Une fois de plus très déçu par le nouveau film de David Cronenberg. Je me demande pourquoi vu qu'à chaque fois c'est pareil, pire, je me demande pourquoi j'espère à chaque fois quelque chose de formidable. Pourquoi en effet m'obstiner à aller voir les films de Cronenberg au cinéma avec un vif espoir d'être emporté alors que je n'ai jamais été un grand fan du bonhomme, et alors que j'ai particulièrement peu apprécié ses derniers films, le mal écrit et vulgaire A History of Violence, le très creux et assez grossier Les Promesses de l'ombre puis le si bavard et surtout si fade A Dangerous Method. Je sais pourquoi. C'est parce que Cronenberg sait choisir des sujets qui, sur le papier, font rêver. Je m'étais déjà laissé piéger à la perspective de voir le cinéaste le plus organique d'Amérique, le plus charnel des cérébraux, se confronter aux chantres de la psychanalyse. Je me suis fait avoir à nouveau par le programme alléchant du roman de Don DeLillo, écrivain postmoderne par excellence ayant traité plus ou moins en avance le sujet brûlant de la chute des empires financiers et de la fin annoncée du capitalisme. Sauf que dans un cas comme dans l'autre, l'attente fut déçue et l'espoir incomblé.

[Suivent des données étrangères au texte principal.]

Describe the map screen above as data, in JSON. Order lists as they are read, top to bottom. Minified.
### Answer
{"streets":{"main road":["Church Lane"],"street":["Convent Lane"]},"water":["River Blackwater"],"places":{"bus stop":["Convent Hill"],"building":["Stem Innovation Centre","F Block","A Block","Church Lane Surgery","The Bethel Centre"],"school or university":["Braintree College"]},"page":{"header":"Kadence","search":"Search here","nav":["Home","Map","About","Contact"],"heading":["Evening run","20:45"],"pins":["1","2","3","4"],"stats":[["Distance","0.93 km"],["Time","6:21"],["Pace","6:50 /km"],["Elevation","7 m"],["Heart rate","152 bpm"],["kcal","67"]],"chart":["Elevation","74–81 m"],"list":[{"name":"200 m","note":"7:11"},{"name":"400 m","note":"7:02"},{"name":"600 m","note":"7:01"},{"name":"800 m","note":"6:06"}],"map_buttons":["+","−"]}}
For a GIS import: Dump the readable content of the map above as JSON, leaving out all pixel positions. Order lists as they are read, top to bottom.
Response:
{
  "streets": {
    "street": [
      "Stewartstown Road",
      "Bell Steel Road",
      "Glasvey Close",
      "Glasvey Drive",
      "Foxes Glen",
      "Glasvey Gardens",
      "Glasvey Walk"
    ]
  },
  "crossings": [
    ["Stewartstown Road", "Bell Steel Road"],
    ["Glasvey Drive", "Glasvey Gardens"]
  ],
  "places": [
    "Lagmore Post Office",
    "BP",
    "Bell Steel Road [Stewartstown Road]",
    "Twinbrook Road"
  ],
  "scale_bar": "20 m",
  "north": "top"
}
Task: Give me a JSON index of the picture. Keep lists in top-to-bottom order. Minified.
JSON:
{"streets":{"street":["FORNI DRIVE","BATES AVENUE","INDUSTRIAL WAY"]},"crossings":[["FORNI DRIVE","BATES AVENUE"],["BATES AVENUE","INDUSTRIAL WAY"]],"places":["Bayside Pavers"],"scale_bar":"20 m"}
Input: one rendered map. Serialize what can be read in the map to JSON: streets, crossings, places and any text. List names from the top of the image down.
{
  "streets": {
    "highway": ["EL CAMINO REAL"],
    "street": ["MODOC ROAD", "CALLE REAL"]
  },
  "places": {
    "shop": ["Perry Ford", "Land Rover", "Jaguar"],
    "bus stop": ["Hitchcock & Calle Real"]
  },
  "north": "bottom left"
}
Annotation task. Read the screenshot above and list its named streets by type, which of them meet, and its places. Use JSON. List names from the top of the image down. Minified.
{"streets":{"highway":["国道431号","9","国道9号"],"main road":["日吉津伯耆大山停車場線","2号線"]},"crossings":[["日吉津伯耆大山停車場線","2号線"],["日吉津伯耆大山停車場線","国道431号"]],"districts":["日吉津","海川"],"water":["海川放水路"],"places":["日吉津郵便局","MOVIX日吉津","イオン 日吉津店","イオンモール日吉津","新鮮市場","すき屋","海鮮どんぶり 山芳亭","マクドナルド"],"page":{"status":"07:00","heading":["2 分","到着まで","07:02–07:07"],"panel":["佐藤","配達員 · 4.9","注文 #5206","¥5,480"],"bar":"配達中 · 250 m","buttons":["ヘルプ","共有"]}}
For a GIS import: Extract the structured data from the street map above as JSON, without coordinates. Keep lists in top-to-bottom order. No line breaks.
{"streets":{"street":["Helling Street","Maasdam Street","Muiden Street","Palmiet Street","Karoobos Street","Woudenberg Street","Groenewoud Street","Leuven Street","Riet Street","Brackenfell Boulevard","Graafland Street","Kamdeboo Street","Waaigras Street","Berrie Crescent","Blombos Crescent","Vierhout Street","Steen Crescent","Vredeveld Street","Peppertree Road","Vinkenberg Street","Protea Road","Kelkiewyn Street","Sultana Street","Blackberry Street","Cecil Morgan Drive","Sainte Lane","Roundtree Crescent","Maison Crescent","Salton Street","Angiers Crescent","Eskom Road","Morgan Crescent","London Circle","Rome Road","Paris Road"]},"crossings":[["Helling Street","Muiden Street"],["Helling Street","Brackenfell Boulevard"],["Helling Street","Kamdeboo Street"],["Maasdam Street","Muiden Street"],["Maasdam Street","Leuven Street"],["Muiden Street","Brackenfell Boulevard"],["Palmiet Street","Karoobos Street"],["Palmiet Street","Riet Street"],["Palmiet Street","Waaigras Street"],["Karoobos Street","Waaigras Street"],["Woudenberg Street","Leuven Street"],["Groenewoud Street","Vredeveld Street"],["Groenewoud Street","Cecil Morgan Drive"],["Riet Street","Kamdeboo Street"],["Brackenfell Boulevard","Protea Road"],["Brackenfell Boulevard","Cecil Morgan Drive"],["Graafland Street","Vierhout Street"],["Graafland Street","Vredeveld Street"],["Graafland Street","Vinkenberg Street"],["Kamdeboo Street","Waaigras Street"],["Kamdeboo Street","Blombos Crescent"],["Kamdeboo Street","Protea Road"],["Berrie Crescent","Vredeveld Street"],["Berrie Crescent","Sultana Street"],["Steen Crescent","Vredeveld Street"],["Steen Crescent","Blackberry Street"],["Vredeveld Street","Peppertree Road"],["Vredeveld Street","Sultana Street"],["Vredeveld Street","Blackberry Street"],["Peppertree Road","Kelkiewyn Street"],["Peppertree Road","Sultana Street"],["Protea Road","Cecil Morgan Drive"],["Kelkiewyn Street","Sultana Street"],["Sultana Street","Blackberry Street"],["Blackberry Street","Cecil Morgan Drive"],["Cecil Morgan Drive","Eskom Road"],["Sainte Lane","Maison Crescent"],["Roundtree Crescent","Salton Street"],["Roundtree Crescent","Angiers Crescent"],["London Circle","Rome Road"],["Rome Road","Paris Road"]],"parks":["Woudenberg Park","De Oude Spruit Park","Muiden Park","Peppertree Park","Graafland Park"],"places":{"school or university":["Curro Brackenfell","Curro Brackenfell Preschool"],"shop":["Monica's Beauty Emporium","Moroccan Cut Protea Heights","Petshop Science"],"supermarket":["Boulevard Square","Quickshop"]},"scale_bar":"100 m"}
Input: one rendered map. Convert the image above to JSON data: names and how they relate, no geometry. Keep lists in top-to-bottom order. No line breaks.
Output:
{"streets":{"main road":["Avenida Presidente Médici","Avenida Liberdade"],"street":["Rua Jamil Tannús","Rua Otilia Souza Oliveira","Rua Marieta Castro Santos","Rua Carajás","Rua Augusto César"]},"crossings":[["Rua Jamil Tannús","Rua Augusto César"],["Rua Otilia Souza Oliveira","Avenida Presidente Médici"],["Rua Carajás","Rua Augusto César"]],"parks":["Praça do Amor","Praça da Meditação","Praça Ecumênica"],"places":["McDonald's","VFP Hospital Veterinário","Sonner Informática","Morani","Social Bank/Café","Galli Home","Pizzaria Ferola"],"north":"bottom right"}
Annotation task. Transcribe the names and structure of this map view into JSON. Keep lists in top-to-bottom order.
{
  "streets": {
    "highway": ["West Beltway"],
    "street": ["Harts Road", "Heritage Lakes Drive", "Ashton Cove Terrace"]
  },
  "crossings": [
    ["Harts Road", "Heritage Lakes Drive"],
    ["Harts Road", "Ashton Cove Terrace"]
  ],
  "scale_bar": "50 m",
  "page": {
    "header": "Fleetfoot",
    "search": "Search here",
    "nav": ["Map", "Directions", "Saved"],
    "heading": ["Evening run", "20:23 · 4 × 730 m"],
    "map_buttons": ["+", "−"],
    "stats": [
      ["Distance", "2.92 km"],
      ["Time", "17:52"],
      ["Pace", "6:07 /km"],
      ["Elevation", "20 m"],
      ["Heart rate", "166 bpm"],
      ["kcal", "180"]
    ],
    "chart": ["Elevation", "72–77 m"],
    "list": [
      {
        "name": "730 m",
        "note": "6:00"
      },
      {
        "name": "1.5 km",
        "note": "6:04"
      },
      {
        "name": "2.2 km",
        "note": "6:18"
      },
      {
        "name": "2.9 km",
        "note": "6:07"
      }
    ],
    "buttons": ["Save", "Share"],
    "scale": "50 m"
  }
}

Même si Cosmopolis est finalement beaucoup plus ambitieux et beaucoup plus riche que les plates querelles psycho-sexuelles des sieurs Jung et Freud, on peut lui reprocher les mêmes bavardages insipides et besogneux. La dernière scène du film, qui oppose Robert Pattinson à un Paul Giamatti en toute petite forme, scène qui dure 22 minutes mais qui passe pour une éternité, atteint un comble dans ce verbiage sans consistance, aussi permanent que bassinant. Dans ce film à 99% parlé, les dialogues sibyllins, paraboliques, métaphoriques, systématiques et diarrhéiques sont peut-être ce qui pèse le plus. David Cronenberg n'arrête pas de se vanter d'avoir lu le roman de Don Delillo en deux jours et de l'avoir adapté en six. Il lui a suffi, dit-il, de surligner dans le roman les répliques qui l'espantaient le plus et de les juxtaposer sur un document wordpad vierge pour voir apparaître son film. Les journalistes de tous bords reprennent en cœur ces paroles et s'extasient de la rapidité d'exécution du maître. Qu'un artiste prétende avoir accouché de son œuvre en trois heures (Cronenberg) ou en trente ans (Terrence Malick), et les médias font identiquement dans leur froc. Sauf que devant le résultat on ne peut s'empêcher de penser que Cronenberg aurait peut-être pu prendre un poil plus de temps et travailler davantage pour que son film si ambitieux soit à la hauteur de son ambition.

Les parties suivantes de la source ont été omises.